И мать сверхспокойным своим тоном, слегка поучительно подняв бровь, говорит ему, что этого и следовало ожидать… что тот и этот открыто ненавидят отца… а эти двое хоть и улыбаются, но ставят подножки, и пока не будет отзыва такого-то… Отец, понурясь, слушает, голос мамы всё твёрже и уверенней…
Да - тяжело терять всё сразу - ведь вложено столько усилий - вся, в сущности, жизнь!
Переживала, конечно, и бабушка… одна дочь (тётя Люда) вообще не замужем, у второй, вроде, было так хорошо… Сын, дядя Валя, оказался в Рязани… до этого он (инженер) жил в Кемерово, поднимал тяжёлую промышленность с помощью зеков (как ясно теперь, не только уголовных), потом оказался в Рязани… То ли от рода своей деятельности, то ли от рождения отличался он замкнутостью, мрачноватостью… помню две-три неловких встречи, суровое лицо на фотографии, шинель с инженерными петлицами.

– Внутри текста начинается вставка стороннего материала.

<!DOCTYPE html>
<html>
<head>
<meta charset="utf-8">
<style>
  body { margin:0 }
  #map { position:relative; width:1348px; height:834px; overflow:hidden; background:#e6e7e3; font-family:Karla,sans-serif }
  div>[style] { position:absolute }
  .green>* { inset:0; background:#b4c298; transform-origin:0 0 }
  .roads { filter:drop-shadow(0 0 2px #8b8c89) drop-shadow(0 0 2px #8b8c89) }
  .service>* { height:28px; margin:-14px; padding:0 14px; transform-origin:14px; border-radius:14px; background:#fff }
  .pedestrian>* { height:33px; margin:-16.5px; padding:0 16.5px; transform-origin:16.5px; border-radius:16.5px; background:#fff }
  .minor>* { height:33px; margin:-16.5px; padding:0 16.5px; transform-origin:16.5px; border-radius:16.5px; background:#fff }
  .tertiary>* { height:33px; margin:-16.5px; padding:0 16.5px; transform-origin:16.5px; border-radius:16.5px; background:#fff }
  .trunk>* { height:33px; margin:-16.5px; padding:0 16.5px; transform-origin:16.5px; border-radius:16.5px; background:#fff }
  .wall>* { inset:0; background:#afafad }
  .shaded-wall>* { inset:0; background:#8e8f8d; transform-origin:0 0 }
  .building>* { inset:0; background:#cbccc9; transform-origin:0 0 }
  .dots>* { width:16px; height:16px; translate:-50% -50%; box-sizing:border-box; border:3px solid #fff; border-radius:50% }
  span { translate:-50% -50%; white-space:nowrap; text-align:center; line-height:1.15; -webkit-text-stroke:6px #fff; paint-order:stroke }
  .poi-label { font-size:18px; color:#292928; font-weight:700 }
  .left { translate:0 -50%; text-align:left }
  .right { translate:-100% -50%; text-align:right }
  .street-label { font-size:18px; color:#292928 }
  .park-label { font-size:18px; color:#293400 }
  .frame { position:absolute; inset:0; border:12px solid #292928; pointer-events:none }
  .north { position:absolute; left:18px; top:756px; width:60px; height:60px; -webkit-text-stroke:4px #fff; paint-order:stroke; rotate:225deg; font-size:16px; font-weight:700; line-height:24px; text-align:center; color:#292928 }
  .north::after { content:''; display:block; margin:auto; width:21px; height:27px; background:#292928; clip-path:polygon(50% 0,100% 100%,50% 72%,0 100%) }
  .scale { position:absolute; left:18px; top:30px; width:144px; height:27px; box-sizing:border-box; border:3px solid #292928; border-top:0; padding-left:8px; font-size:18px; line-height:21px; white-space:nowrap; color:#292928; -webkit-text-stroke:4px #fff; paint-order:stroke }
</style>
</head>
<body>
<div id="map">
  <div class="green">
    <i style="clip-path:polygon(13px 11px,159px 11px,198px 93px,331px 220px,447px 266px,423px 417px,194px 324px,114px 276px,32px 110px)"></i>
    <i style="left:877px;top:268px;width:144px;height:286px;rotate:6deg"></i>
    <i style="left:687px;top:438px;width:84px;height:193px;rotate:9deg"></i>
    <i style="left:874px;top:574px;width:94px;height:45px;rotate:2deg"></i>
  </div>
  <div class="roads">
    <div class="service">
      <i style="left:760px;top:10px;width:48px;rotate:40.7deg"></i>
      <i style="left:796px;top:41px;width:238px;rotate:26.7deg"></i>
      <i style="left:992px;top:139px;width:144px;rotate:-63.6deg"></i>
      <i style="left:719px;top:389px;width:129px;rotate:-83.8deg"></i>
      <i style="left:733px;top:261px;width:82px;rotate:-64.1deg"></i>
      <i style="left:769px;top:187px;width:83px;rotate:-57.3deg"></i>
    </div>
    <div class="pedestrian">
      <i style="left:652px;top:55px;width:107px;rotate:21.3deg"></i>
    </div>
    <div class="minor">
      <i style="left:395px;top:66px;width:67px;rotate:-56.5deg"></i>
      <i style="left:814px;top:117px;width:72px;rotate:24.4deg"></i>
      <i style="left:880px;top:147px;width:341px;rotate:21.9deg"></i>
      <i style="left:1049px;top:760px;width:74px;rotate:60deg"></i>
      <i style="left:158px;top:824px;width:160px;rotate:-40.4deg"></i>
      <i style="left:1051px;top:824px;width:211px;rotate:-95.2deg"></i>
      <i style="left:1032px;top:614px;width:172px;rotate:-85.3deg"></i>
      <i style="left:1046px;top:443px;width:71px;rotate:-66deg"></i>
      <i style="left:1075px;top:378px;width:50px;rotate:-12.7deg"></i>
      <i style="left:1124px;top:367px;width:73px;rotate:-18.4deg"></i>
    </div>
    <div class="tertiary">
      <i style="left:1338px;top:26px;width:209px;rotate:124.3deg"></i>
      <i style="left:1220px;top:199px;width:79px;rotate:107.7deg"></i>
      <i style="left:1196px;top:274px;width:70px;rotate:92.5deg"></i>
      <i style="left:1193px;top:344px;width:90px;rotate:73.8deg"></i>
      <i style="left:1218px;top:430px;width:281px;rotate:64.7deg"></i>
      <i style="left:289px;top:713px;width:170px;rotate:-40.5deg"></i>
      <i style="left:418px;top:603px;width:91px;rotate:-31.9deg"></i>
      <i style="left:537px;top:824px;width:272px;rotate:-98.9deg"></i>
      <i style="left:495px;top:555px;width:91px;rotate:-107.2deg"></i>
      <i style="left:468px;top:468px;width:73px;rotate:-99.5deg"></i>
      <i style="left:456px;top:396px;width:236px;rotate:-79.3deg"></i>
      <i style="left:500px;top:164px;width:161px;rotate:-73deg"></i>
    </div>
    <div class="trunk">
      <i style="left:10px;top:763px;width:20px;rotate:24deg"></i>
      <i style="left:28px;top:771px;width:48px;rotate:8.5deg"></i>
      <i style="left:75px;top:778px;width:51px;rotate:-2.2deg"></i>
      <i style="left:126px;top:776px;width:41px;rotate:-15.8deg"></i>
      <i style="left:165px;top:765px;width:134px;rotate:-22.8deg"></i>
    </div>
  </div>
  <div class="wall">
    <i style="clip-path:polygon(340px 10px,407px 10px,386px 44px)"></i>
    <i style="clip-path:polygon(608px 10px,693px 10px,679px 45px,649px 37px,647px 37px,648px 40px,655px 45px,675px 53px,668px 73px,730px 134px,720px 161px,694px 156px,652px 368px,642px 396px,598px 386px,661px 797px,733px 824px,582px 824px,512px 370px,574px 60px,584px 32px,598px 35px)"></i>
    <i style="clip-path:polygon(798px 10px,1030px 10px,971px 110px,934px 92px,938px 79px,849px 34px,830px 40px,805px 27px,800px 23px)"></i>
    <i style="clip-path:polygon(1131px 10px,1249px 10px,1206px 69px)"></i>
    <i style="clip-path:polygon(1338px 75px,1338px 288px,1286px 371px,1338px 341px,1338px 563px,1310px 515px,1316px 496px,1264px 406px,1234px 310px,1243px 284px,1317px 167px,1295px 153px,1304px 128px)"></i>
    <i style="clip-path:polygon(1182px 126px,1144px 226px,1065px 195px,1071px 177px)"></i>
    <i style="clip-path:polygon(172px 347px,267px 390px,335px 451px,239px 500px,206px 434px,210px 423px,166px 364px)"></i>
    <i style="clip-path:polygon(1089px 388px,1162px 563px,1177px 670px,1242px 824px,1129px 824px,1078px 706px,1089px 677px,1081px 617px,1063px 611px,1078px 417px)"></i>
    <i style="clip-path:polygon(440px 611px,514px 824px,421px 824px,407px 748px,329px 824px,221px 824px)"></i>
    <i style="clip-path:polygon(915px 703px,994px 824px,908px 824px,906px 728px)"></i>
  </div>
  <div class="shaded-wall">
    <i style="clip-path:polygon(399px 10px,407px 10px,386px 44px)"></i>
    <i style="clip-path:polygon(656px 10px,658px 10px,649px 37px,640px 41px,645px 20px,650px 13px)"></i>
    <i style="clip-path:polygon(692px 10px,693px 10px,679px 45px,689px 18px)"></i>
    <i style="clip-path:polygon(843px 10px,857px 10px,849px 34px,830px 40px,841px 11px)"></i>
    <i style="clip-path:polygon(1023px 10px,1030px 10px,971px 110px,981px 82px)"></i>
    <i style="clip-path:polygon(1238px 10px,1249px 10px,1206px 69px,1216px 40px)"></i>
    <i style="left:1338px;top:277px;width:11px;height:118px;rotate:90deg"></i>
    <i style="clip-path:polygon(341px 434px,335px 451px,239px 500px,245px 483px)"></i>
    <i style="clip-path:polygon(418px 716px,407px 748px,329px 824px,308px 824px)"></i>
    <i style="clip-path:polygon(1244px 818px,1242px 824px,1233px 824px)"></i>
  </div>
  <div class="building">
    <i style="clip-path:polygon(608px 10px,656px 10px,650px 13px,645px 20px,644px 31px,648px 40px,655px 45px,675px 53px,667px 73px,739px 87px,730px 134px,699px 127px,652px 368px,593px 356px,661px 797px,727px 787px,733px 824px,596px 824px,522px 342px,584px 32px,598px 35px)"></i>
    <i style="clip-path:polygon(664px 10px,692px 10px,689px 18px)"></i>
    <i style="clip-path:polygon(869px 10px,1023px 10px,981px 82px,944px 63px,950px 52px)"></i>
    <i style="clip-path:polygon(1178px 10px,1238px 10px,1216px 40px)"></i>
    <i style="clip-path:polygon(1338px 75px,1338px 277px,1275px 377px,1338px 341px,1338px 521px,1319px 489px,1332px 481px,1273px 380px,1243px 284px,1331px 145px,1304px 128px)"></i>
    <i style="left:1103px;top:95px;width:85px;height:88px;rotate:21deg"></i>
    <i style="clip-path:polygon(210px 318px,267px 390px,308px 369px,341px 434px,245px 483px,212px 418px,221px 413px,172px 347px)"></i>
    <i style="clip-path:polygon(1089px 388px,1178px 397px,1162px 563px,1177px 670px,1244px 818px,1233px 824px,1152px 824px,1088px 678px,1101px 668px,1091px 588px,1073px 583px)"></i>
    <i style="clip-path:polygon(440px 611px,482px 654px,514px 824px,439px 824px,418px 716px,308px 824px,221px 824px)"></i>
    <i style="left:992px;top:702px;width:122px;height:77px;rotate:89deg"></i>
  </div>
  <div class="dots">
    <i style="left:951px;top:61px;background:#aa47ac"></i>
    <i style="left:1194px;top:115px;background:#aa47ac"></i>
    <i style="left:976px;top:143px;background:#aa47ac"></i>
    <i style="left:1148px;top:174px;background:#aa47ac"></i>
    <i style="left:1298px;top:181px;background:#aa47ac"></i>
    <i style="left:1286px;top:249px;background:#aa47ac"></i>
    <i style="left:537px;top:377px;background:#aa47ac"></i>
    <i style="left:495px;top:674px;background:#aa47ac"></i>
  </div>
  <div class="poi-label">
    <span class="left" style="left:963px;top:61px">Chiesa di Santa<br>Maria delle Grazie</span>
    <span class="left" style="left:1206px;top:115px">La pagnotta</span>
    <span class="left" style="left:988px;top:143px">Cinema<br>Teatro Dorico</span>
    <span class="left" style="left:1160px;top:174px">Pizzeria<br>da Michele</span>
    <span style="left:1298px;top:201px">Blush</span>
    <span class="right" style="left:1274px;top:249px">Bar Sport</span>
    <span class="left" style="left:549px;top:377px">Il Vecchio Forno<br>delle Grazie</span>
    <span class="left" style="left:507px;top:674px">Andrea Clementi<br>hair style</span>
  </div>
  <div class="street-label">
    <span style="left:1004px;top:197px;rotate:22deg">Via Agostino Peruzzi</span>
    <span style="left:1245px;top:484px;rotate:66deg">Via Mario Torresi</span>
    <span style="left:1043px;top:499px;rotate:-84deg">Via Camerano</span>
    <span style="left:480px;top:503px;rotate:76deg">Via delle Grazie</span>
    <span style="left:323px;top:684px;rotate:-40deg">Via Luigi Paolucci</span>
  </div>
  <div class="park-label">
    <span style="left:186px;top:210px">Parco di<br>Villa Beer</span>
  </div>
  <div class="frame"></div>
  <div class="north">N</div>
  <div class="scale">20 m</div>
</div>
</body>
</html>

Из сундука семейных реликвий время от времени вынимался и вытирался чёрный, с аппетитно щёлкающими ручками приёмник, сделанный им… и снова с почтением убирался… исчез теперь и приёмник! Помню появившуюся в нашей семье фотографию весёлой и - как бы сказать? - несколько легкомысленной, с игривыми ямочками и кудряшками, молодой - гораздо моложе его - жены дяди Вали. Ещё и в детстве я ощущал некоторый привкус осуждения по этому делу… как-то в нашей семье жениться было принято по другим критериям… вообще в нашей семье было не принято быть красивыми. Потом она появилась у нас, всех развеселила и всем понравилась… Потом - через сколько лет? - смутная тревога в ночи, детям ничего не сообщалось. Утром - "официальное сообщение": весёлая жена хмурого дяди Вали скончалась. Всё. Застрял только в мозгу обрывок ночной маминой фразы: "Мне кажется, советская женщина не имела права так поступать!" Валентин не появлялся, горестно молчал. Бабушка ходила, вздыхая… ведь это всё - и Алевтина, и Людмила, и Валентин - были её кровные дети - и надо же, как нескладно получается! Конец, практически, жизни, и всё разваливается! Никто, кстати, не гарантирует и нам, что нас не ждёт приблизительно такой же итог! Но хоть наша семья пока что грела её! Вскоре у нас появился сын Валентина Вовка, похожий на покойную мать - весёлый, румяный… развеселивший нашу семью - говорливый, немножко картавый… однажды во дворе он полез на гору канализационных труб, и они покатились на него, одна прокатилась по лицу… помню опухший его широкий нос, обиженные всхлипывания… наши весёлые утешения… наша семья грела и других, и вот - остыла.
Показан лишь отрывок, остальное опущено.